[Exercise] What you produce should match the records exactly, line for line.

[Records supplied]
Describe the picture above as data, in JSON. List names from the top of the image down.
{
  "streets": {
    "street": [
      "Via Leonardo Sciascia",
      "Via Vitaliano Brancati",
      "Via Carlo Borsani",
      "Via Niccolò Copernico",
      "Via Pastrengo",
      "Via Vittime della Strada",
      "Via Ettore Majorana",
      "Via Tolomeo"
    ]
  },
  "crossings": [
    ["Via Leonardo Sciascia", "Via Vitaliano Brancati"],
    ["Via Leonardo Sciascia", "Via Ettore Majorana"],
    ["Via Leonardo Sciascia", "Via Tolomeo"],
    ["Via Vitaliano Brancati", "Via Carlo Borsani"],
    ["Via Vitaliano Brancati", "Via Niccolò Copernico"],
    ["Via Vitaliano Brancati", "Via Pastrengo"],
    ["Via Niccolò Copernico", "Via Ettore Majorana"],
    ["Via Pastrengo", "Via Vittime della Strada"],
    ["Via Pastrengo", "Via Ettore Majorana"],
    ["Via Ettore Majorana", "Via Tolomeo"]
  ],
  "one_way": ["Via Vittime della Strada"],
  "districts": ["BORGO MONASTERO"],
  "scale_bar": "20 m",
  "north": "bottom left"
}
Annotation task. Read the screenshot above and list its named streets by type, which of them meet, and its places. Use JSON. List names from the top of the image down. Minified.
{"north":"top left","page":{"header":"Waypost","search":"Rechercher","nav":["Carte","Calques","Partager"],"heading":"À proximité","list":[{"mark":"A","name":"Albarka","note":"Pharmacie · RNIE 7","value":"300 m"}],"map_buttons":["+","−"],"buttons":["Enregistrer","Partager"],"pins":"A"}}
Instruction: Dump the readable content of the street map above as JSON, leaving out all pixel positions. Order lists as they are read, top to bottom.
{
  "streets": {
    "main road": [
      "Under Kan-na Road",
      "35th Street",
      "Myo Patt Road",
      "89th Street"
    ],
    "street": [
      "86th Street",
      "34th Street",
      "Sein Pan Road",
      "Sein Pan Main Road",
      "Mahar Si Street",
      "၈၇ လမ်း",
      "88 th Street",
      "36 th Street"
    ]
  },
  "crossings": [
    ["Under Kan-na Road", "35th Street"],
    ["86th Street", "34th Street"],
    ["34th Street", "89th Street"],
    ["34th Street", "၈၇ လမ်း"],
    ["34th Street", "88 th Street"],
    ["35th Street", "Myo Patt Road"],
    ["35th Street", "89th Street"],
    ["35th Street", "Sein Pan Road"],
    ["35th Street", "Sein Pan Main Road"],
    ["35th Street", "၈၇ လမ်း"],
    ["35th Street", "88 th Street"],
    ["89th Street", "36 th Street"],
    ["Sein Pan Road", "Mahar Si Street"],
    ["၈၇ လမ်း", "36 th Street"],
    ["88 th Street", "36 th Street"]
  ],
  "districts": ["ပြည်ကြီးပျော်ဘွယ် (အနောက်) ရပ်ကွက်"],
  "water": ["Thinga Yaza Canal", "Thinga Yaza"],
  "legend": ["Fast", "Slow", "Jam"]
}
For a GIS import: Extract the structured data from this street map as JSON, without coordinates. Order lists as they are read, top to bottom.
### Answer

[Answer to the exercise]
Describe the picture above as data, in JSON. List names from the top of the image down.
{
  "streets": {
    "street": [
      "Via Leonardo Sciascia",
      "Via Vitaliano Brancati",
      "Via Carlo Borsani",
      "Via Niccolò Copernico",
      "Via Pastrengo",
      "Via Vittime della Strada",
      "Via Ettore Majorana",
      "Via Tolomeo"
    ]
  },
  "crossings": [
    ["Via Leonardo Sciascia", "Via Vitaliano Brancati"],
    ["Via Leonardo Sciascia", "Via Ettore Majorana"],
    ["Via Leonardo Sciascia", "Via Tolomeo"],
    ["Via Vitaliano Brancati", "Via Carlo Borsani"],
    ["Via Vitaliano Brancati", "Via Niccolò Copernico"],
    ["Via Vitaliano Brancati", "Via Pastrengo"],
    ["Via Niccolò Copernico", "Via Ettore Majorana"],
    ["Via Pastrengo", "Via Vittime della Strada"],
    ["Via Pastrengo", "Via Ettore Majorana"],
    ["Via Ettore Majorana", "Via Tolomeo"]
  ],
  "one_way": ["Via Vittime della Strada"],
  "districts": ["BORGO MONASTERO"],
  "scale_bar": "20 m",
  "north": "bottom left"
}
Annotation task. Read the screenshot above and list its named streets by type, which of them meet, and its places. Use JSON. List names from the top of the image down. Minified.
{"north":"top left","page":{"header":"Waypost","search":"Rechercher","nav":["Carte","Calques","Partager"],"heading":"À proximité","list":[{"mark":"A","name":"Albarka","note":"Pharmacie · RNIE 7","value":"300 m"}],"map_buttons":["+","−"],"buttons":["Enregistrer","Partager"],"pins":"A"}}
Instruction: Dump the readable content of the street map above as JSON, leaving out all pixel positions. Order lists as they are read, top to bottom.
{
  "streets": {
    "main road": [
      "Under Kan-na Road",
      "35th Street",
      "Myo Patt Road",
      "89th Street"
    ],
    "street": [
      "86th Street",
      "34th Street",
      "Sein Pan Road",
      "Sein Pan Main Road",
      "Mahar Si Street",
      "၈၇ လမ်း",
      "88 th Street",
      "36 th Street"
    ]
  },
  "crossings": [
    ["Under Kan-na Road", "35th Street"],
    ["86th Street", "34th Street"],
    ["34th Street", "89th Street"],
    ["34th Street", "၈၇ လမ်း"],
    ["34th Street", "88 th Street"],
    ["35th Street", "Myo Patt Road"],
    ["35th Street", "89th Street"],
    ["35th Street", "Sein Pan Road"],
    ["35th Street", "Sein Pan Main Road"],
    ["35th Street", "၈၇ လမ်း"],
    ["35th Street", "88 th Street"],
    ["89th Street", "36 th Street"],
    ["Sein Pan Road", "Mahar Si Street"],
    ["၈၇ လမ်း", "36 th Street"],
    ["88 th Street", "36 th Street"]
  ],
  "districts": ["ပြည်ကြီးပျော်ဘွယ် (အနောက်) ရပ်ကွက်"],
  "water": ["Thinga Yaza Canal", "Thinga Yaza"],
  "legend": ["Fast", "Slow", "Jam"]
}
For a GIS import: Extract the structured data from this street map as JSON, without coordinates. Order lists as they are read, top to bottom.
### Answer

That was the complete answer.